I have a simple model such as the one shown below, where I define a set of parameters of shape (K, 2 * N * d) and I initialize them so as dim=1 holds pairs of “antipodal” vectors; that is, self.params[:, j+1, :] = -self.params[:, j, :]. This of course results in a number of K * 2 * N * d trainable parameters, while at the same time, the pairs in dim=1 are not “tied” together during training (they are only initialized to be opposite).
I would like to modify my model so as I define only K * N * d parameters, but in a way that I can form self.params as a (K, 2 * N * d) matrix holding the property described above. What would be the optimal way to do so? I could create a list of parameters maybe and then concatenate and repeat in order to get the final matrix, but would that be efficient?
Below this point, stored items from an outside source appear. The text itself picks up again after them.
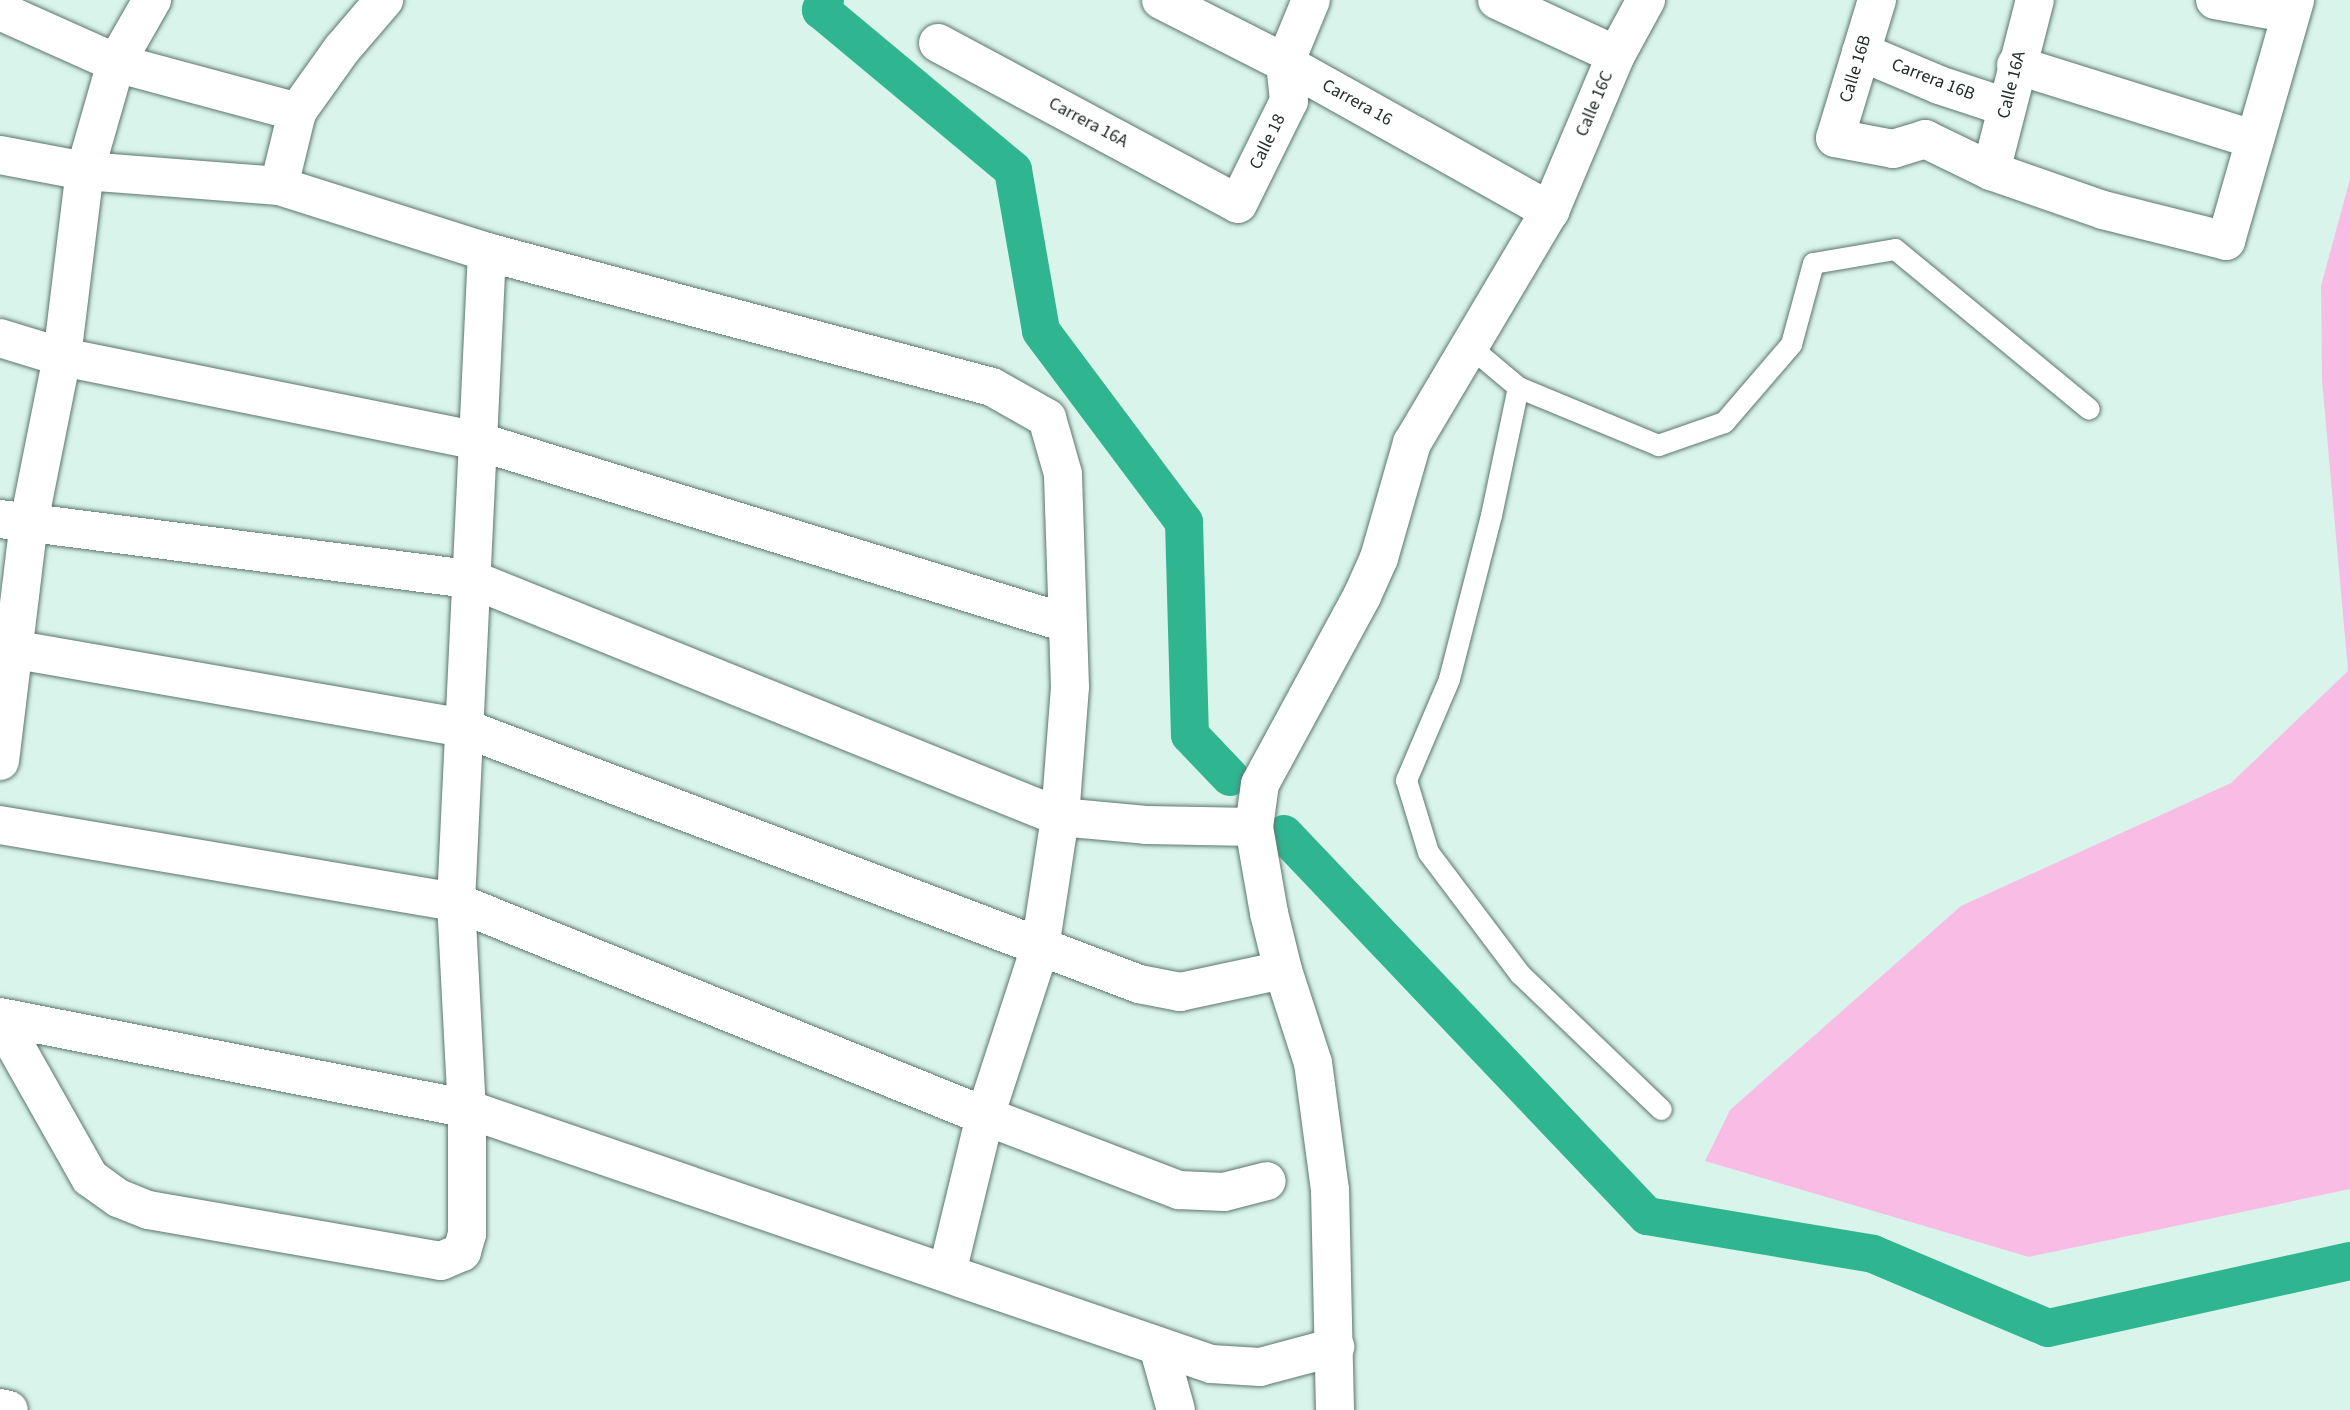 <!DOCTYPE html>
<html>
<head>
<meta charset="utf-8">
<style>
	body { margin:0 }
	#map { position:relative; width:2350px; height:1410px; overflow:hidden; background:#d9f4ea; font-family:"Source Sans 3",sans-serif }
	div>[style] { position:absolute }
	.green>* { inset:0; background:#f9bde5 }
	.canal>* { height:38px; margin:-19px; padding:0 19px; transform-origin:19px; border-radius:19px; background:#30b591 }
	.roads { filter:drop-shadow(0 0 2px #5d766d) drop-shadow(0 0 2px #5d766d) }
	.lane>* { height:21px; margin:-10.5px; padding:0 10.5px; transform-origin:10.5px; border-radius:10.5px; background:#fff }
	.street>* { height:38px; margin:-19px; padding:0 19px; transform-origin:19px; border-radius:19px; background:#fff }
	span { translate:-50% -50%; white-space:nowrap; text-align:center; line-height:1.15; -webkit-text-stroke:7px #fff; paint-order:stroke }
	.street-label { font-size:18px; color:#222c28 }
</style>
</head>
<body>
<div id="map">
	<div class="green">
		<i style="clip-path:polygon(2350px 179px,2350px 1189px,2029px 1257px,1705px 1161px,1730px 1110px,1961px 906px,2231px 783px,2348px 671px,2322px 380px,2321px 286px)"></i>
	</div>
	<div class="canal">
		<i style="left:825px;top:0;width:11px;rotate:112deg"></i>
		<i style="left:821px;top:10px;width:250px;rotate:39.8deg"></i>
		<i style="left:1013px;top:170px;width:163px;rotate:80.1deg"></i>
		<i style="left:1041px;top:331px;width:239px;rotate:53.2deg"></i>
		<i style="left:1184px;top:522px;width:213px;rotate:88.4deg"></i>
		<i style="left:1190px;top:735px;width:58px;rotate:46.4deg"></i>
		<i style="left:1284px;top:834px;width:527px;rotate:46.46deg"></i>
		<i style="left:1647px;top:1216px;width:229px;rotate:9.5deg"></i>
		<i style="left:1873px;top:1254px;width:190px;rotate:22.9deg"></i>
		<i style="left:2048px;top:1328px;width:309px;rotate:-12.5deg"></i>
	</div>
	<div class="roads">
		<div class="lane">
			<i style="left:1468px;top:345px;width:65px;rotate:40deg"></i>
			<i style="left:1518px;top:387px;width:152px;rotate:22.5deg"></i>
			<i style="left:1658px;top:445px;width:70px;rotate:-19.2deg"></i>
			<i style="left:1724px;top:422px;width:103px;rotate:-49.3deg"></i>
			<i style="left:1791px;top:344px;width:84px;rotate:-74.8deg"></i>
			<i style="left:1813px;top:263px;width:83px;rotate:-9.7deg"></i>
			<i style="left:1895px;top:249px;width:251px;rotate:39.5deg"></i>
			<i style="left:1518px;top:387px;width:131px;rotate:101.9deg"></i>
			<i style="left:1491px;top:515px;width:169px;rotate:104.4deg"></i>
			<i style="left:1449px;top:679px;width:110px;rotate:113.1deg"></i>
			<i style="left:1406px;top:780px;width:75px;rotate:73deg"></i>
			<i style="left:1428px;top:852px;width:153px;rotate:53deg"></i>
			<i style="left:1520px;top:974px;width:195px;rotate:43.8deg"></i>
		</div>
		<div class="street">
			<i style="left:1161px;top:0;width:139px;rotate:26.9deg"></i>
			<i style="left:1285px;top:63px;width:304px;rotate:29.2deg"></i>
			<i style="left:1497px;top:0;width:131px;rotate:24.8deg"></i>
			<i style="left:1877px;top:0;width:144px;rotate:106.9deg"></i>
			<i style="left:1835px;top:138px;width:59px;rotate:10.7deg"></i>
			<i style="left:1893px;top:149px;width:34px;rotate:-17deg"></i>
			<i style="left:1925px;top:139px;width:73px;rotate:25.9deg"></i>
			<i style="left:1991px;top:171px;width:119px;rotate:19.2deg"></i>
			<i style="left:2103px;top:210px;width:127px;rotate:14.1deg"></i>
			<i style="left:2226px;top:241px;width:251px;rotate:-74deg"></i>
			<i style="left:2215px;top:0;width:77px;rotate:10.4deg"></i>
			<i style="left:0;top:11px;width:127px;rotate:24.1deg"></i>
			<i style="left:116px;top:63px;width:188px;rotate:15.1deg"></i>
			<i style="left:938px;top:43px;width:340px;rotate:28.2deg"></i>
			<i style="left:1238px;top:204px;width:115px;rotate:-63.7deg"></i>
			<i style="left:1289px;top:101px;width:38px;rotate:-96deg"></i>
			<i style="left:1285px;top:63px;width:68px;rotate:-67.6deg"></i>
			<i style="left:1861px;top:52px;width:85px;rotate:22.9deg"></i>
			<i style="left:1939px;top:85px;width:71px;rotate:18.2deg"></i>
			<i style="left:2016px;top:65px;width:250px;rotate:17.4deg"></i>
			<i style="left:0;top:155px;width:86px;rotate:10.7deg"></i>
			<i style="left:85px;top:171px;width:195px;rotate:4.4deg"></i>
			<i style="left:279px;top:186px;width:218px;rotate:17.6deg"></i>
			<i style="left:487px;top:252px;width:651px;rotate:92.73deg"></i>
			<i style="left:456px;top:902px;width:207px;rotate:87deg"></i>
			<i style="left:467px;top:1109px;width:125px;rotate:90deg"></i>
			<i style="left:467px;top:1234px;width:19px;rotate:106deg"></i>
			<i style="left:462px;top:1252px;width:23px;rotate:157deg"></i>
			<i style="left:441px;top:1261px;width:297px;rotate:-170.1deg"></i>
			<i style="left:148px;top:1210px;width:32px;rotate:-158deg"></i>
			<i style="left:118px;top:1198px;width:34px;rotate:-144deg"></i>
			<i style="left:90px;top:1178px;width:183px;rotate:-119.5deg"></i>
			<i style="left:1991px;top:171px;width:177px;rotate:-75.6deg"></i>
			<i style="left:279px;top:186px;width:76px;rotate:-76.3deg"></i>
			<i style="left:297px;top:112px;width:77px;rotate:-54.5deg"></i>
			<i style="left:342px;top:49px;width:65px;rotate:-49.4deg"></i>
			<i style="left:0;top:338px;width:65px;rotate:17deg"></i>
			<i style="left:62px;top:357px;width:423px;rotate:11.4deg"></i>
			<i style="left:477px;top:441px;width:616px;rotate:17.17deg"></i>
			<i style="left:0;top:519px;width:475px;rotate:7.3deg"></i>
			<i style="left:471px;top:579px;width:635px;rotate:22deg"></i>
			<i style="left:1060px;top:817px;width:130px;rotate:-85.6deg"></i>
			<i style="left:1070px;top:687px;width:213px;rotate:-91.9deg"></i>
			<i style="left:1063px;top:474px;width:58px;rotate:-105.9deg"></i>
			<i style="left:1047px;top:418px;width:63px;rotate:-150.6deg"></i>
			<i style="left:992px;top:387px;width:523px;rotate:-165.03deg"></i>
			<i style="left:0;top:647px;width:471px;rotate:9.9deg"></i>
			<i style="left:464px;top:728px;width:722px;rotate:20.77deg"></i>
			<i style="left:1139px;top:984px;width:42px;rotate:11deg"></i>
			<i style="left:1180px;top:992px;width:105px;rotate:-12.1deg"></i>
			<i style="left:0;top:761px;width:241px;rotate:-83.1deg"></i>
			<i style="left:29px;top:522px;width:168px;rotate:-78.7deg"></i>
			<i style="left:62px;top:357px;width:187px;rotate:-83deg"></i>
			<i style="left:85px;top:171px;width:112px;rotate:-74deg"></i>
			<i style="left:116px;top:63px;width:73px;rotate:-60.3deg"></i>
			<i style="left:0;top:825px;width:462px;rotate:9.6deg"></i>
			<i style="left:456px;top:902px;width:571px;rotate:22.03deg"></i>
			<i style="left:985px;top:1116px;width:208px;rotate:20.9deg"></i>
			<i style="left:1179px;top:1190px;width:45px;rotate:2.5deg"></i>
			<i style="left:1224px;top:1192px;width:44px;rotate:-14.3deg"></i>
			<i style="left:0;top:1017px;width:476px;rotate:11.1deg"></i>
			<i style="left:467px;top:1109px;width:786px;rotate:18.92deg"></i>
			<i style="left:1211px;top:1364px;width:49px;rotate:3.5deg"></i>
			<i style="left:1260px;top:1367px;width:78px;rotate:-14.9deg"></i>
			<i style="left:947px;top:1273px;width:162px;rotate:-76.4deg"></i>
			<i style="left:985px;top:1116px;width:177px;rotate:-71.9deg"></i>
			<i style="left:1040px;top:948px;width:133px;rotate:-81.3deg"></i>
			<i style="left:1060px;top:817px;width:86px;rotate:5.3deg"></i>
			<i style="left:1146px;top:825px;width:108px;rotate:1.1deg"></i>
			<i style="left:1158px;top:1346px;width:66px;rotate:74.3deg"></i>
			<i style="left:0;top:1408px;width:9px;rotate:13deg"></i>
			<i style="left:1335px;top:1410px;width:220px;rotate:-91.3deg"></i>
			<i style="left:1330px;top:1190px;width:128px;rotate:-97.6deg"></i>
			<i style="left:1313px;top:1063px;width:98px;rotate:-107.9deg"></i>
			<i style="left:1283px;top:970px;width:59px;rotate:-103.8deg"></i>
			<i style="left:1269px;top:913px;width:87px;rotate:-99.9deg"></i>
			<i style="left:1254px;top:827px;width:43px;rotate:-82.1deg"></i>
			<i style="left:1260px;top:784px;width:214px;rotate:-61.5deg"></i>
			<i style="left:1362px;top:596px;width:42px;rotate:-65.9deg"></i>
			<i style="left:1379px;top:558px;width:120px;rotate:-74deg"></i>
			<i style="left:1412px;top:443px;width:270px;rotate:-59.3deg"></i>
			<i style="left:1550px;top:211px;width:169px;rotate:-67.1deg"></i>
			<i style="left:1616px;top:55px;width:63px;rotate:-61.4deg"></i>
		</div>
	</div>
	<div class="street-label">
		<span style="left:1856px;top:69px;rotate:-73deg">Calle 16B</span>
		<span style="left:1933px;top:80px;rotate:21deg">Carrera 16B</span>
		<span style="left:2012px;top:85px;rotate:-76deg">Calle 16A</span>
		<span style="left:1357px;top:103px;rotate:29deg">Carrera 16</span>
		<span style="left:1595px;top:104px;rotate:-67deg">Calle 16C</span>
		<span style="left:1088px;top:123px;rotate:28deg">Carrera 16A</span>
		<span style="left:1268px;top:142px;rotate:-64deg">Calle 18</span>
	</div>
</div>
</body>
</html>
What would be your take on this? Thanks!
import torch
import torch.nn as nn
class Model(nn.Module):
def __init__(self, K, N, d):
"""...
The model defines a set of parameters of shape (K, 2 * N * d) and initialises them so as dim=1
holds pairs of "antipodal" vectors; that is, self.params[:, j+1, :] = -self.params[:, j, :].
Args:
K (int) :
N (int) :
d (int) :
"""
super(Model, self).__init__()
self.K = K
self.N = N
self.d = d
self.params = nn.Parameter(data=torch.ones(K, 2 * N * d))
params_init = torch.zeros(K, 2 * N, d)
for k in range(self.K):
vectors_k = []
for i in range(self.N):
v = torch.randn(1, d)
vectors_k.extend([v, -v])
vectors_k = torch.cat(vectors_k)
params_init[k, :] = vectors_k
self.params.data = params_init.reshape(self.K, 2 * N * d).clone()
model = Model(K=32, N=16, d=2)
trainable_parameters = sum(p.numel() for p in model.parameters() if p.requires_grad)
print(trainable_parameters)
# 2048